En effet, la retraite s’accompagne souvent d’un changement de régime de protection sociale (passage au régime général, affiliation à une caisse de retraite spécifique, évolution de la couverture). Il est alors pertinent de réévaluer le montant de vos cotisations Madelin, voire de basculer vers un contrat « senior » plus adapté. Même si les cotisations ne sont plus déductibles de bénéfices professionnels, réduire une couverture surdimensionnée libère du pouvoir d’achat, que vous pouvez réallouer à des placements défiscalisants (PER individuel, assurance-vie) plus adaptés à votre nouvelle situation. Une étude avec un conseiller spécialisé TNS–retraités permet souvent de dégager plusieurs centaines d’euros d’économies annuelles.
Crédit d’impôt pour l’installation de téléassistance et dispositifs de maintien à domicile
Les dispositifs de téléassistance, de géolocalisation pour personnes désorientées, ou encore les services d’alerte en cas de chute sont de plus en plus répandus chez les seniors. Bonne nouvelle : les dépenses engagées pour ces services entrent dans le champ du crédit d’impôt pour l’emploi d’un service à la personne, au même titre qu’une aide-ménagère ou une auxiliaire de vie. Concrètement, 50 % des sommes payées (abonnement mensuel, frais d’installation inclus lorsqu’ils sont facturés par le même prestataire déclaré) peuvent vous être remboursés sous forme de crédit d’impôt, même si vous êtes non imposable.
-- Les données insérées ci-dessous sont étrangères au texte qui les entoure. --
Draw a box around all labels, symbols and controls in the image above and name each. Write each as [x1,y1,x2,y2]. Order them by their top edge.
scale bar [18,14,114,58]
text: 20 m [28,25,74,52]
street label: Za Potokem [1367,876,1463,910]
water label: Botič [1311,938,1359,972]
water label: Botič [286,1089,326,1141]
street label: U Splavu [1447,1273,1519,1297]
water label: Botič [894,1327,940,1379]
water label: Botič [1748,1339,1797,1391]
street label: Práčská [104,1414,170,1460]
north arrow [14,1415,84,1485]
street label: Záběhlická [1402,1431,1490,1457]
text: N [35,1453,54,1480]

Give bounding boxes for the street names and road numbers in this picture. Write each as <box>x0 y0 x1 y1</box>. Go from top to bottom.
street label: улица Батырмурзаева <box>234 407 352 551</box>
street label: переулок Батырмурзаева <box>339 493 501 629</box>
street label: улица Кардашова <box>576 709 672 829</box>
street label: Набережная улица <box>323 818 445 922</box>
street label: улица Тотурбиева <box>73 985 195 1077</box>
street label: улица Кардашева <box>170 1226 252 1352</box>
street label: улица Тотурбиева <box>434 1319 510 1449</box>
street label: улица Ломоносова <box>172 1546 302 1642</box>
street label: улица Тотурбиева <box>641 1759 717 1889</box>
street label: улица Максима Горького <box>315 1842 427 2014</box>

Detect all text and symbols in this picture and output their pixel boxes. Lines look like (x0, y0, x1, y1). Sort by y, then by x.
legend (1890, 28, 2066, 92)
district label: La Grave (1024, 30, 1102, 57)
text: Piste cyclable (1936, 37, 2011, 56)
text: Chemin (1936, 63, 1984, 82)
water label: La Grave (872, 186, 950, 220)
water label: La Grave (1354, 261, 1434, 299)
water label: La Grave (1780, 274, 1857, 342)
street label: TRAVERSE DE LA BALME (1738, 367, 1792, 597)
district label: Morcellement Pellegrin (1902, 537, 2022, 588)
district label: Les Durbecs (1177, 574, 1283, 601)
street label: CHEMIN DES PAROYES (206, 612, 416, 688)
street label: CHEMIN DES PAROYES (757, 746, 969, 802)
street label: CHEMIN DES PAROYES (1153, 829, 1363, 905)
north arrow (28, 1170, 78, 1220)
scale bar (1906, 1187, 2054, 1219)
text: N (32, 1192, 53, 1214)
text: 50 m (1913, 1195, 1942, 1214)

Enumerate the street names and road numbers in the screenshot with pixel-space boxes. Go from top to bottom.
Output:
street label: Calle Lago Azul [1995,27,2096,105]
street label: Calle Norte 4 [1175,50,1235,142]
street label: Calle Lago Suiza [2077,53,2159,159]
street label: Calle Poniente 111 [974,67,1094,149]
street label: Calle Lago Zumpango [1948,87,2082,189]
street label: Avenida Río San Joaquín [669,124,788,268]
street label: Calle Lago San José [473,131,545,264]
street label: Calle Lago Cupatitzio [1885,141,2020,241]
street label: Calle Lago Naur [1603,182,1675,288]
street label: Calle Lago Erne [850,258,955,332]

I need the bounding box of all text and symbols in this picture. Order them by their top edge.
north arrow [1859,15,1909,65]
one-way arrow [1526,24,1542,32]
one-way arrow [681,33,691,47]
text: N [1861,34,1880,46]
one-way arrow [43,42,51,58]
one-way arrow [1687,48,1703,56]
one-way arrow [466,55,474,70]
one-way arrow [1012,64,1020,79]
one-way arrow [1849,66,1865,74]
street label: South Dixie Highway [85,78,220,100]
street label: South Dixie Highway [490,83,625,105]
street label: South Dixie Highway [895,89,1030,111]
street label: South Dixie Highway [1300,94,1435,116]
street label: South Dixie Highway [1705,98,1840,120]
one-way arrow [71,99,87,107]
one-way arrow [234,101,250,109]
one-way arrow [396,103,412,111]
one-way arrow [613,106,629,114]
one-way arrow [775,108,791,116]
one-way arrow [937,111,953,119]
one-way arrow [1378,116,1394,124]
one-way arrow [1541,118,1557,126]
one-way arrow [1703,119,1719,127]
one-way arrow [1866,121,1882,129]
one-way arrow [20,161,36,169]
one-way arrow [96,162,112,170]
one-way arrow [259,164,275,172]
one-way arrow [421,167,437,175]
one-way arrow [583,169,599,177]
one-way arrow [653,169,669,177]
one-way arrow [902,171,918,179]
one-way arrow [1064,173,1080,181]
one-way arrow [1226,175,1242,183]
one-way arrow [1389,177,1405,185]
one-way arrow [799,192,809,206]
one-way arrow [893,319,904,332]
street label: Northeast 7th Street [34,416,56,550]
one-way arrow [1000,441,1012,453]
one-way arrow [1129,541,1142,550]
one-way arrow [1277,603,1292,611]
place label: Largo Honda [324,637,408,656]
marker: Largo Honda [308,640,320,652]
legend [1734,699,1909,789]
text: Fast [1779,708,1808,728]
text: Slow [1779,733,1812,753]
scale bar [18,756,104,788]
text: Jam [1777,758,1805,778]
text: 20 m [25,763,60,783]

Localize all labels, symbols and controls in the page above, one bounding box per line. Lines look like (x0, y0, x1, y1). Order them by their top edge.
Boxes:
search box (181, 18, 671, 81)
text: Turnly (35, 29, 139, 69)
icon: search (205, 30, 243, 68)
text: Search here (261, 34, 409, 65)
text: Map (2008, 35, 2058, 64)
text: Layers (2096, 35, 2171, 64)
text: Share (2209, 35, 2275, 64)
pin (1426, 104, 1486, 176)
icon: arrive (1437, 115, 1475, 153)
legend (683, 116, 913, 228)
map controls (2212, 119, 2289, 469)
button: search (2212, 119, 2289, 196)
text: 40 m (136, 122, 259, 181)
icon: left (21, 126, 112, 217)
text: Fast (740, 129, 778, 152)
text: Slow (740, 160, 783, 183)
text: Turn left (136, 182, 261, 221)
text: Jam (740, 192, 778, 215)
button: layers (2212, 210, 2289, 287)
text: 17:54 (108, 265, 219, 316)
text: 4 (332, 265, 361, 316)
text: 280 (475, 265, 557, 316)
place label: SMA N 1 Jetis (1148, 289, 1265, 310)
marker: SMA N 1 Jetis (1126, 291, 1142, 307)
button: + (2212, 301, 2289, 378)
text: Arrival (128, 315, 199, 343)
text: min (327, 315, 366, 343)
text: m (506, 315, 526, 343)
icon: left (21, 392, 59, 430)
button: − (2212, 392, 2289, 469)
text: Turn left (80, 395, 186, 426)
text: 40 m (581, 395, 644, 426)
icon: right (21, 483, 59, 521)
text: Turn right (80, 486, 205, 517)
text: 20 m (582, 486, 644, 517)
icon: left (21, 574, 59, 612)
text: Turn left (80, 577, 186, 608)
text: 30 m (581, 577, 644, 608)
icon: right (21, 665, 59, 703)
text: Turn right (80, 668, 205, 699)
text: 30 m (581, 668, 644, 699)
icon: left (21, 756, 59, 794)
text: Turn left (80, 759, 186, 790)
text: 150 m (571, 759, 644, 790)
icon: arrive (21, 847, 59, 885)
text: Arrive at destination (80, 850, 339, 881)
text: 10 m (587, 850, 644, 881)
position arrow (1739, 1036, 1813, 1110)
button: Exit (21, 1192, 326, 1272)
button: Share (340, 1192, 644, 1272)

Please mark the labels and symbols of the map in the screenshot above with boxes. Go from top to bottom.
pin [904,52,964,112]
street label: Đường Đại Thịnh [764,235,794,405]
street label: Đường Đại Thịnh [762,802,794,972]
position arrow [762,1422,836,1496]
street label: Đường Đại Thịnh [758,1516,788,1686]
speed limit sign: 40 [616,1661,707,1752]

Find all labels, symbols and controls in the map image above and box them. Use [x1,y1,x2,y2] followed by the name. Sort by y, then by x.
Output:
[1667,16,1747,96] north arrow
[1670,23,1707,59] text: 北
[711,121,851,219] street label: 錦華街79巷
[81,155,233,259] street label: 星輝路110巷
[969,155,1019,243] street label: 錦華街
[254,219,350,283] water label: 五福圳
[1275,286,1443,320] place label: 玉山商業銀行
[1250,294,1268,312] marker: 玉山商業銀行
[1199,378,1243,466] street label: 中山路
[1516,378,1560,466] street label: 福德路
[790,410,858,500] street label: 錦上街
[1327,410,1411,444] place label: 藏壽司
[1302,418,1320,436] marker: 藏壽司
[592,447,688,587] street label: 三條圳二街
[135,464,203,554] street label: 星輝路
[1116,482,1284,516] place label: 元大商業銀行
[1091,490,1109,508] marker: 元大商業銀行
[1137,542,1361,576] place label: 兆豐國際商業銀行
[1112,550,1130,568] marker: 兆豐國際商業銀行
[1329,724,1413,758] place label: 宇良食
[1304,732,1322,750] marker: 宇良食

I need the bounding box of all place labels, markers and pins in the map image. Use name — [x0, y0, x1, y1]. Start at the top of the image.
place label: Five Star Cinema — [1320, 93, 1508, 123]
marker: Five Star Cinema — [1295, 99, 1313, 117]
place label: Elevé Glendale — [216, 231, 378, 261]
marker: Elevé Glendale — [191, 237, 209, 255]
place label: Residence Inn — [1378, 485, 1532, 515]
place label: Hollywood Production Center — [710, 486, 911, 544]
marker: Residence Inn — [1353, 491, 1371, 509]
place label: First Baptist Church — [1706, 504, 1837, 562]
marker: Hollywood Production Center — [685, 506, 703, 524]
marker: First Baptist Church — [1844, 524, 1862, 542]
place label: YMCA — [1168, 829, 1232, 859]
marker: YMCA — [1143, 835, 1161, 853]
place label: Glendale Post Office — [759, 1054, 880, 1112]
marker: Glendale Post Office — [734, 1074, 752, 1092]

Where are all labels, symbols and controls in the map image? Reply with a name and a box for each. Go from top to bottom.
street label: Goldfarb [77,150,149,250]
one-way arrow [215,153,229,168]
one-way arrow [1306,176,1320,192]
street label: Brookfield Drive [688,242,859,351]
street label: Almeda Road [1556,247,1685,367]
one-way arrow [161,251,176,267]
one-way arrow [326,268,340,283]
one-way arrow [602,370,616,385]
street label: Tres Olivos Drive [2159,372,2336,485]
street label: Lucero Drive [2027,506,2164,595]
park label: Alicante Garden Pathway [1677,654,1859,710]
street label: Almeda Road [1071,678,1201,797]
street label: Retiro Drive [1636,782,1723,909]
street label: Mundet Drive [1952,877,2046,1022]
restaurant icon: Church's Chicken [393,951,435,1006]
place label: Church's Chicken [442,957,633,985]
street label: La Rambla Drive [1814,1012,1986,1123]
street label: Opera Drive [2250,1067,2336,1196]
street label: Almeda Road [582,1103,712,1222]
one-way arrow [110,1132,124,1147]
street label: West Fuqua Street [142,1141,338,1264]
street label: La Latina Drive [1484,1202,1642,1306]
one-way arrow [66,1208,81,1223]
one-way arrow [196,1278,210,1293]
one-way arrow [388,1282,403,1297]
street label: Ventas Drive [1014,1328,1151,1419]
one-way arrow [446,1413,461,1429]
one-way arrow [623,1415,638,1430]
Pour bénéficier de cet avantage, vous devez impérativement passer par une entreprise ou une association agréée « services à la personne » ou par un organisme déclaré auprès de la préfecture. Les factures doivent mentionner distinctement les prestations éligibles. Ce crédit d’impôt est intégré dans le plafond global de 12 000 € de dépenses annuelles pour les services à la personne (plafond majoré dans certains cas : invalidité, enfant à charge, etc.). Vous payez aujourd’hui votre téléassistance sans l’avoir jamais déclarée ? Il suffit d’indiquer le montant annuel total dans la rubrique dédiée de votre déclaration de revenus, en conservant vos attestations fiscales fournies par le prestataire.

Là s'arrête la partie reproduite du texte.